Einige Paragrafen, wie das Verbot der Werbung mit Ärzten oder Heilpraktikern in Berufskleidung, wurden dabei gestrichen. Die Werbung für Arzneimittel unterliegt strengen Vorgaben. Nicht immer ist aber klar erkenntlich, ob für ein Arzneimittel oder für eine Nahrungsergänzungsmittel oder Ähnliches geworben wird. §3 HWG verbietet irreführende Werbung und präzisiert, dass Irreführung insbesondere dann vorliegt, wenn Produkten eine Wirkung beigelegt wird, die sie nicht haben, wenn eine Wirkung garantiert wird, wenn behauptet wird, daß schädliche Wirkungen ausbleiben oder wenn unklar bleibt, wer das Produkt herstellt.

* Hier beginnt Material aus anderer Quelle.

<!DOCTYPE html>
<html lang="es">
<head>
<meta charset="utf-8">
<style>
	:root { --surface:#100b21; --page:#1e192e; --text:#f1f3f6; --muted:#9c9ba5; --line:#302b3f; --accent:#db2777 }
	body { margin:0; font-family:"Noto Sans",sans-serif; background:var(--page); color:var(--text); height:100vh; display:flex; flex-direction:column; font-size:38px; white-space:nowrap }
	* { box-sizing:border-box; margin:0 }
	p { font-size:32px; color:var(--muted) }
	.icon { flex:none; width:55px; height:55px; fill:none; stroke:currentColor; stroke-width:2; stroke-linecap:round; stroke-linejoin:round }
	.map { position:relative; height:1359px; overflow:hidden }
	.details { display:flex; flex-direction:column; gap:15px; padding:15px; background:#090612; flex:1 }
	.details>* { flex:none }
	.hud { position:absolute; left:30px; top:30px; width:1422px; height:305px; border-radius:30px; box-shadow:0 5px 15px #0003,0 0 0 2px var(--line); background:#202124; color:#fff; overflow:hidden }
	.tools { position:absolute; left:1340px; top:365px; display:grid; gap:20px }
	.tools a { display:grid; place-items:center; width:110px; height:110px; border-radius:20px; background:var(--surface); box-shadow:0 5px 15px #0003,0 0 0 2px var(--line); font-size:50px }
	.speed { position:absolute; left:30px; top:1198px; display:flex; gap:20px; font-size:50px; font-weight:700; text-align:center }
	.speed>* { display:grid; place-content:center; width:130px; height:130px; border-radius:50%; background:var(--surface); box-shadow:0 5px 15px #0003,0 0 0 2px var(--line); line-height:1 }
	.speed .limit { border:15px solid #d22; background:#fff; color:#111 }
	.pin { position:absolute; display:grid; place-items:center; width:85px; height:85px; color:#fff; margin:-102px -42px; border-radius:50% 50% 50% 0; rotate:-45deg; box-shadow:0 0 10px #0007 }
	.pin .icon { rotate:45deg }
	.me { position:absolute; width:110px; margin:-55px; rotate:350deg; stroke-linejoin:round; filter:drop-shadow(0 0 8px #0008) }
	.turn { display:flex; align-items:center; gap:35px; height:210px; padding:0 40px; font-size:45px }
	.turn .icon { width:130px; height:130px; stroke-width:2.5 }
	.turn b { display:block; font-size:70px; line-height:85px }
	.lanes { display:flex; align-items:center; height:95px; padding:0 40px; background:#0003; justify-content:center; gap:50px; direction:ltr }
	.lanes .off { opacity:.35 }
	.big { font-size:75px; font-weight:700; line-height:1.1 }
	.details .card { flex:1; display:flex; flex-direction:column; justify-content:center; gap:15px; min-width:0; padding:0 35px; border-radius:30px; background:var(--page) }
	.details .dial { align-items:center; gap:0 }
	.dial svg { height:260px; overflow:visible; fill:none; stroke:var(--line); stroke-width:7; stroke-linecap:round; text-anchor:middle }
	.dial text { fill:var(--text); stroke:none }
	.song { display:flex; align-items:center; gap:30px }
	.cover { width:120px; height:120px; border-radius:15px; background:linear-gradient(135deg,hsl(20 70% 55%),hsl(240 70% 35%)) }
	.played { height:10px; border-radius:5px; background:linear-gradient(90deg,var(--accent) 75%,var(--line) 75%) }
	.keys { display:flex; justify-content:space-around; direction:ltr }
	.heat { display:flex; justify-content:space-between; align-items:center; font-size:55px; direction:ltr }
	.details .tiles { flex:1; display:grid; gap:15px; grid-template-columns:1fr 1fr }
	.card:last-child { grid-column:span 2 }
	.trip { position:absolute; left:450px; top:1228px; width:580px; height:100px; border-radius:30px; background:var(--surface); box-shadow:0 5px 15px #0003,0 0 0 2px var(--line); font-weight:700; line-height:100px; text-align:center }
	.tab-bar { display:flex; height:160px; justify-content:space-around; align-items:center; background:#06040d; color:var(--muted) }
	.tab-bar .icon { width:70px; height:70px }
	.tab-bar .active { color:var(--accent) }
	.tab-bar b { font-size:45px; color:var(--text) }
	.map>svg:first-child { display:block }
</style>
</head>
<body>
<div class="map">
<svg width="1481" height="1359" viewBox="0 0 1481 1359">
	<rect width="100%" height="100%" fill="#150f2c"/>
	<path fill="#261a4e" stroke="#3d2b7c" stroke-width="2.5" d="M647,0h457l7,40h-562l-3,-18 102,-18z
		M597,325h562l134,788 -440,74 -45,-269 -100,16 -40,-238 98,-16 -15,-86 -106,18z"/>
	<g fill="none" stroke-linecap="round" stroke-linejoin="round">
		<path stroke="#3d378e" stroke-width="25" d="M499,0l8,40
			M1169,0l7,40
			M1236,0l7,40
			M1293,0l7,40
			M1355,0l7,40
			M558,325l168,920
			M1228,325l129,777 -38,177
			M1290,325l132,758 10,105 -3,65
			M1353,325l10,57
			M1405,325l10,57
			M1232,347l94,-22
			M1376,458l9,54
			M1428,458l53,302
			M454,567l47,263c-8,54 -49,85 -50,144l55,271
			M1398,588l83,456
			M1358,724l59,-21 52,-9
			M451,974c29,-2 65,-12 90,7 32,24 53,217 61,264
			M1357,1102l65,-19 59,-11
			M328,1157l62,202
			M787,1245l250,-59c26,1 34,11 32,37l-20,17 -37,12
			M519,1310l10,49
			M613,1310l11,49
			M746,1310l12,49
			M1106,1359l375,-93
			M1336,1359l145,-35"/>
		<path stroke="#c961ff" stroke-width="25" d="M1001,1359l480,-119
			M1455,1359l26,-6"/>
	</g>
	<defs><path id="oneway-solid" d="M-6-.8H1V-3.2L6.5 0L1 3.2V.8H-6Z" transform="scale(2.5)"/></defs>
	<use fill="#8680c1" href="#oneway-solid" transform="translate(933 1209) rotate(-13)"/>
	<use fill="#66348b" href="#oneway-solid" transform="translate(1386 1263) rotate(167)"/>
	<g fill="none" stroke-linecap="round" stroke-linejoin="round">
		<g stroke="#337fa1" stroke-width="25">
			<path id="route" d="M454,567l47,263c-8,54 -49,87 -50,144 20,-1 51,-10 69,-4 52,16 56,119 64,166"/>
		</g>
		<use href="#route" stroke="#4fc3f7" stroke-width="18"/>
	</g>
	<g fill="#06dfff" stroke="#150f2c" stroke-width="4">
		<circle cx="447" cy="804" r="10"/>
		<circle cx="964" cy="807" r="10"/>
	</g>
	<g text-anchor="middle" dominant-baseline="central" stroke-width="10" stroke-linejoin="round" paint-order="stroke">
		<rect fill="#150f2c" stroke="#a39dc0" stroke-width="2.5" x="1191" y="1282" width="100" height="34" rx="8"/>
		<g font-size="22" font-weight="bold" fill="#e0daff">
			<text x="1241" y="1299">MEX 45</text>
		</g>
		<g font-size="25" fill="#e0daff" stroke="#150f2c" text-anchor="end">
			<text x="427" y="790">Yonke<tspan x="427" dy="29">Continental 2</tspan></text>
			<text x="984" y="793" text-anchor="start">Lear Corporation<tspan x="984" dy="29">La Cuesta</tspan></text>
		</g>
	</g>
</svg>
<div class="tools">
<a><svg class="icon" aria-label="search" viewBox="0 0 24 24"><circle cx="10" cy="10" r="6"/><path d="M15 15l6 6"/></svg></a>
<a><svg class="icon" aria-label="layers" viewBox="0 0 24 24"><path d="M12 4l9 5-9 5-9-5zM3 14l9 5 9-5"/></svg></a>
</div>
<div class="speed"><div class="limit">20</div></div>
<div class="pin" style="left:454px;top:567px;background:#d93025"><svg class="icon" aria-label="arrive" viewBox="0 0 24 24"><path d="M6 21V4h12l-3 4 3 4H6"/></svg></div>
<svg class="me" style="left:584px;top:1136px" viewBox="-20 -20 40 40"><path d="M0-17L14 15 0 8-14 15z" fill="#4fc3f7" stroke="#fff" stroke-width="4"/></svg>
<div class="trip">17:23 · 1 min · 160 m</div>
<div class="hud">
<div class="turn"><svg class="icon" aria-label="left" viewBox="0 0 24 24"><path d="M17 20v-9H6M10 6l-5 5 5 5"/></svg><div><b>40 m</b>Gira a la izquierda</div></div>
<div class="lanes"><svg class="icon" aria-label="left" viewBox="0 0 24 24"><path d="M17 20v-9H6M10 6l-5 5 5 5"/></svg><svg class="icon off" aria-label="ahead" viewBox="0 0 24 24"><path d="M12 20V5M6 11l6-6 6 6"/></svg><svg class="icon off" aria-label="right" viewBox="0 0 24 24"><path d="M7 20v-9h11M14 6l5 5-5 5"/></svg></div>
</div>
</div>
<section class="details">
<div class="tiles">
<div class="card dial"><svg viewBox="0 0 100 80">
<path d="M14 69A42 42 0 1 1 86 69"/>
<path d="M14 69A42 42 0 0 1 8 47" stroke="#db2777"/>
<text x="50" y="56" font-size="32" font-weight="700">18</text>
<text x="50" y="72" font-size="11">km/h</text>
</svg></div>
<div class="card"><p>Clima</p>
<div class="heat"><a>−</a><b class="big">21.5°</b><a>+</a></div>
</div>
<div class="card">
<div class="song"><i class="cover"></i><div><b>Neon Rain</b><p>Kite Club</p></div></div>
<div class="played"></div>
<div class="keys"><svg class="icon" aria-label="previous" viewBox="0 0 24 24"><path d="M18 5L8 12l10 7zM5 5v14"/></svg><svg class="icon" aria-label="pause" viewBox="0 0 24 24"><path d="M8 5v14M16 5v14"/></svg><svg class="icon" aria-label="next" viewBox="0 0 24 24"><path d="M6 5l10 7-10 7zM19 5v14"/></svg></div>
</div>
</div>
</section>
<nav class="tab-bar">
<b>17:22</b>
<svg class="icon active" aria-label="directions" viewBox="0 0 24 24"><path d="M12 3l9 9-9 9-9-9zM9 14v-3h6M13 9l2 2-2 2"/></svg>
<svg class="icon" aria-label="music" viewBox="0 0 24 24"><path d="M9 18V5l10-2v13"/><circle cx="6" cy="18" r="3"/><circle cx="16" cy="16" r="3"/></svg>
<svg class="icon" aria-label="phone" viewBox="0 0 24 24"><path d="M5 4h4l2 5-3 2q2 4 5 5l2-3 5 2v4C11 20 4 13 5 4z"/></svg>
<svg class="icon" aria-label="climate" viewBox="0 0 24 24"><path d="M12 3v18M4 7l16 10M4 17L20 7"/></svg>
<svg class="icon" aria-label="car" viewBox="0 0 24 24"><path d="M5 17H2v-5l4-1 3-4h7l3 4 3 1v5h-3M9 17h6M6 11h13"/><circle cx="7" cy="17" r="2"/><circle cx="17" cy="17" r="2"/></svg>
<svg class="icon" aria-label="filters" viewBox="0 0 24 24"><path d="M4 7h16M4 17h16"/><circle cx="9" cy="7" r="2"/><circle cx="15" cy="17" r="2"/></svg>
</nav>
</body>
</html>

In der Werbung, egal in welchem Medium, bleiben oft viele dieser Forderungen unerfüllt. Trotzdem verstoßen die Hersteller nicht offen gegen Gesetze, weil es sich bei den Produkten nicht im Arzneimittel handelt. Im Vortrag werden einige Beispiele gezeigt und auf klare Anzeichen einer Werbung hingewiesen.